Directions for this task:
Set the listing down unchanged, minus every embedded image.

Dataset content:
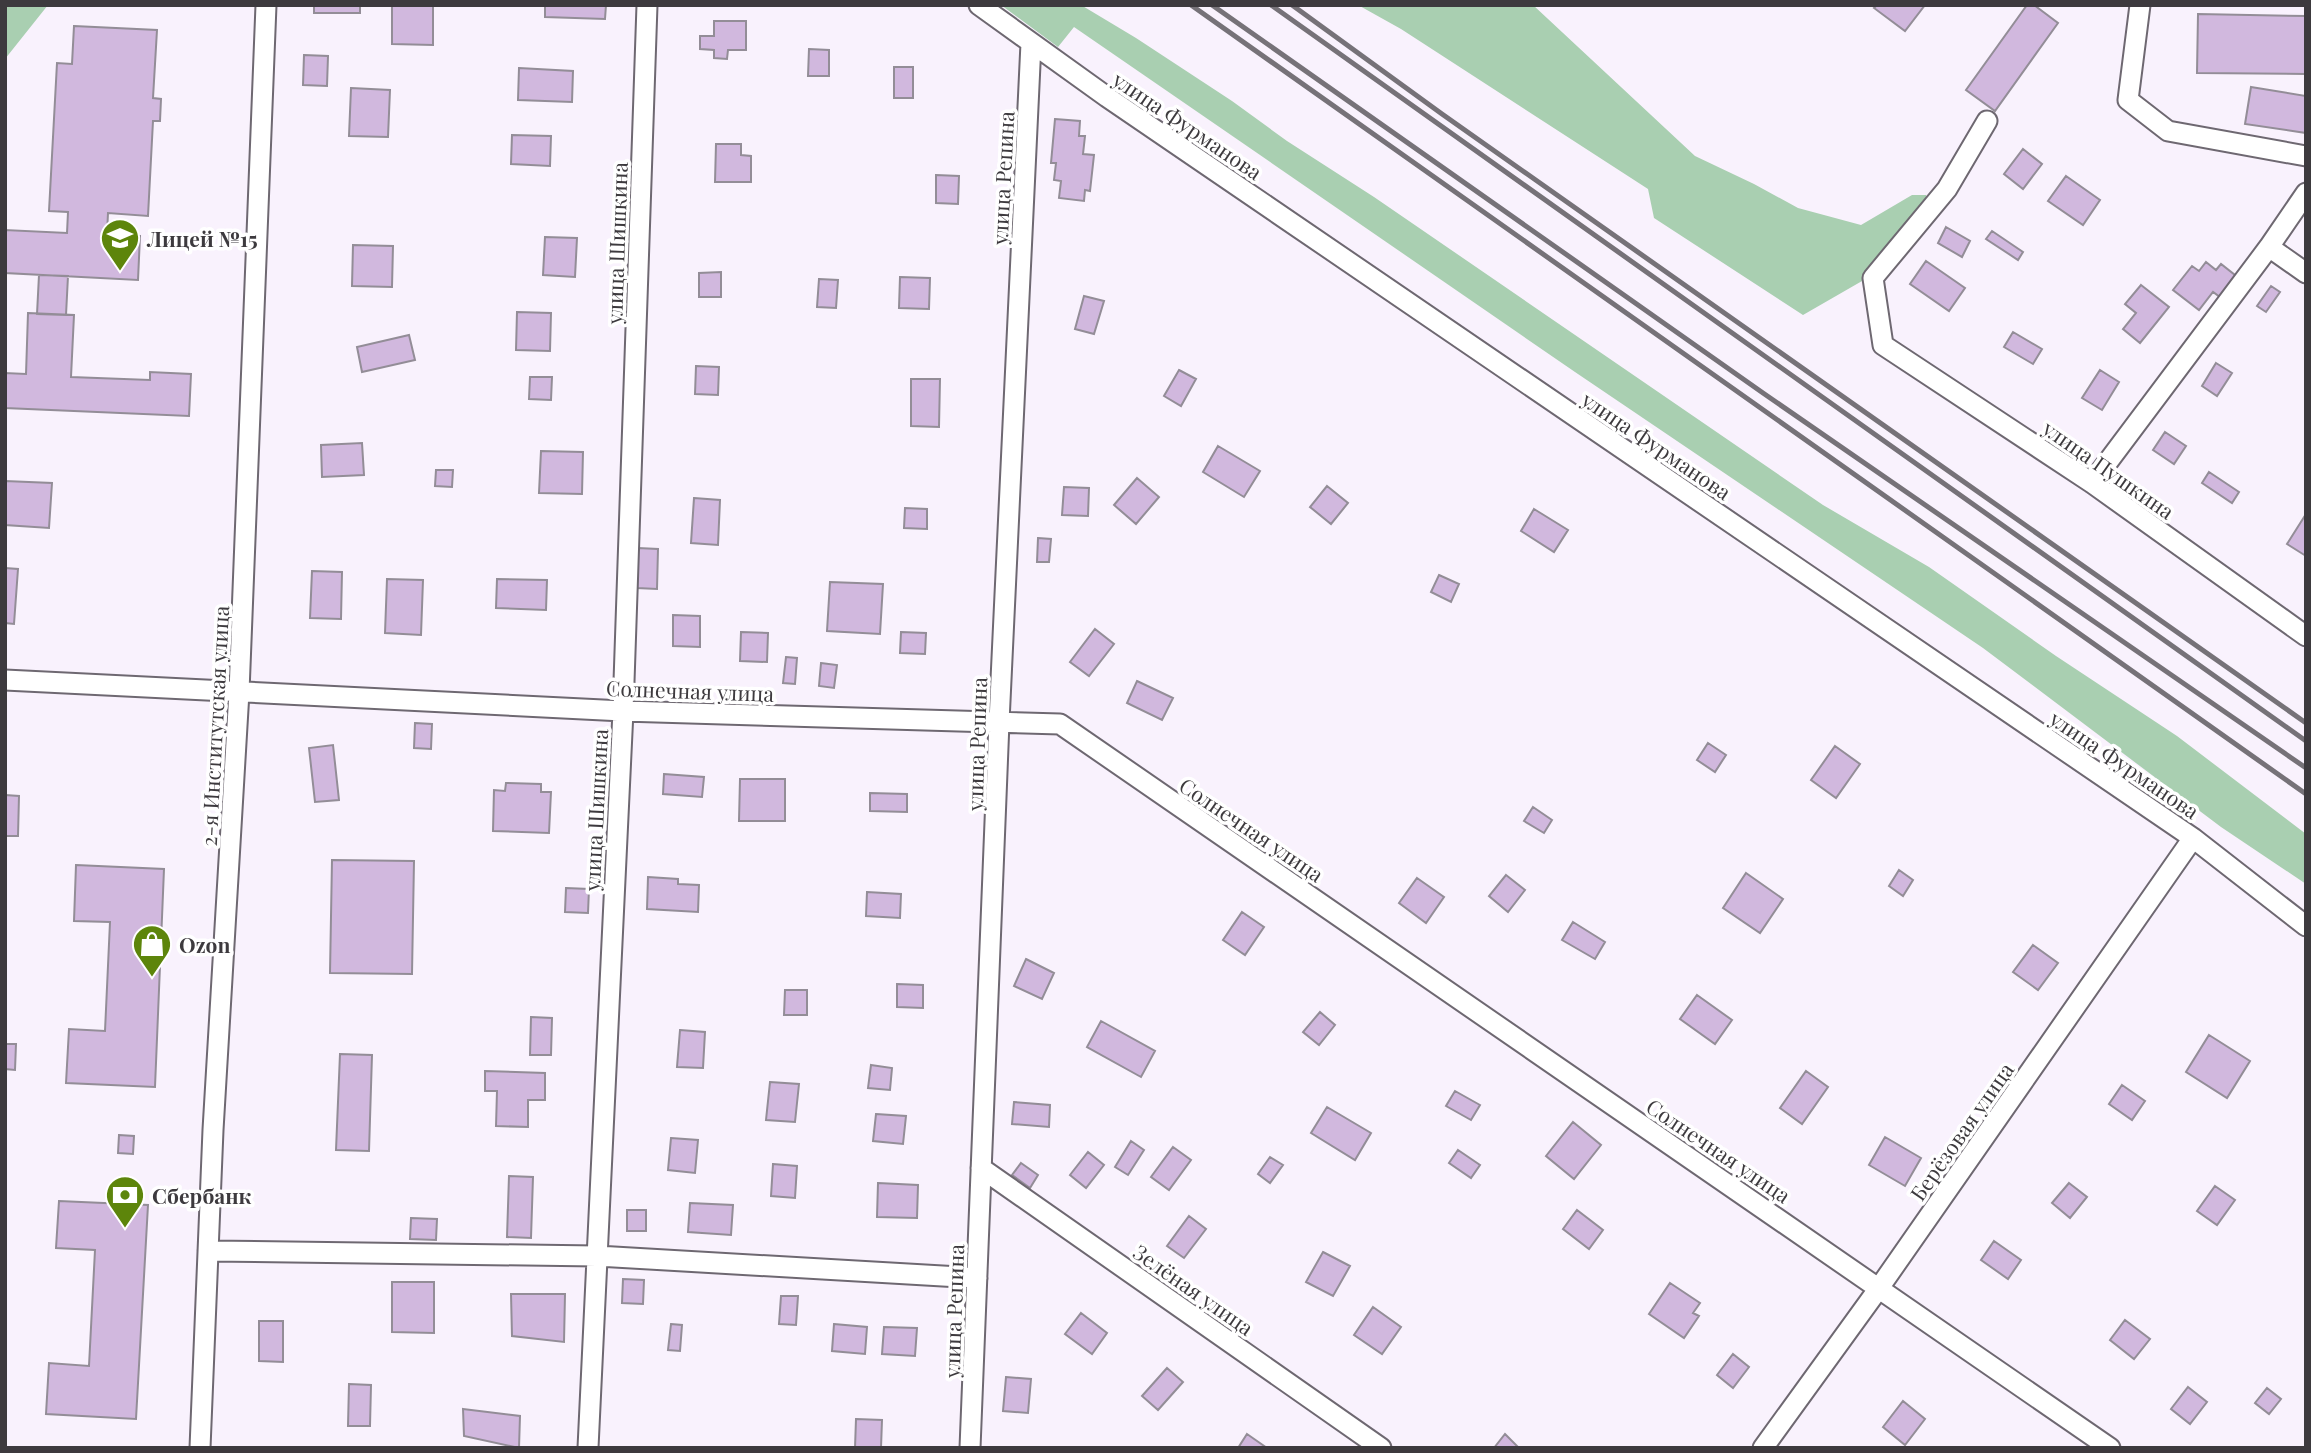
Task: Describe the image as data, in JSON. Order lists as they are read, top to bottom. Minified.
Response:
{"streets":{"street":["улица Фурманова","улица Репина","улица Шишкина","улица Пушкина","Солнечная улица","2-я Институтская улица","Берёзовая улица","Зелёная улица"]},"crossings":[["улица Фурманова","улица Репина"],["улица Фурманова","Берёзовая улица"],["улица Репина","Солнечная улица"],["улица Репина","Зелёная улица"],["улица Шишкина","Солнечная улица"],["Солнечная улица","2-я Институтская улица"],["Солнечная улица","Берёзовая улица"]],"places":{"school or university":["Лицей №15"],"shop":["Ozon"],"bank":["Сбербанк"]}}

Task answer:
Task: Describe the image as data, in JSON. Order lists as they are read, top to bottom. Minified.
Response:
{"streets":{"street":["улица Фурманова","улица Репина","улица Шишкина","улица Пушкина","Солнечная улица","2-я Институтская улица","Берёзовая улица","Зелёная улица"]},"crossings":[["улица Фурманова","улица Репина"],["улица Фурманова","Берёзовая улица"],["улица Репина","Солнечная улица"],["улица Репина","Зелёная улица"],["улица Шишкина","Солнечная улица"],["Солнечная улица","2-я Институтская улица"],["Солнечная улица","Берёзовая улица"]],"places":{"school or university":["Лицей №15"],"shop":["Ozon"],"bank":["Сбербанк"]}}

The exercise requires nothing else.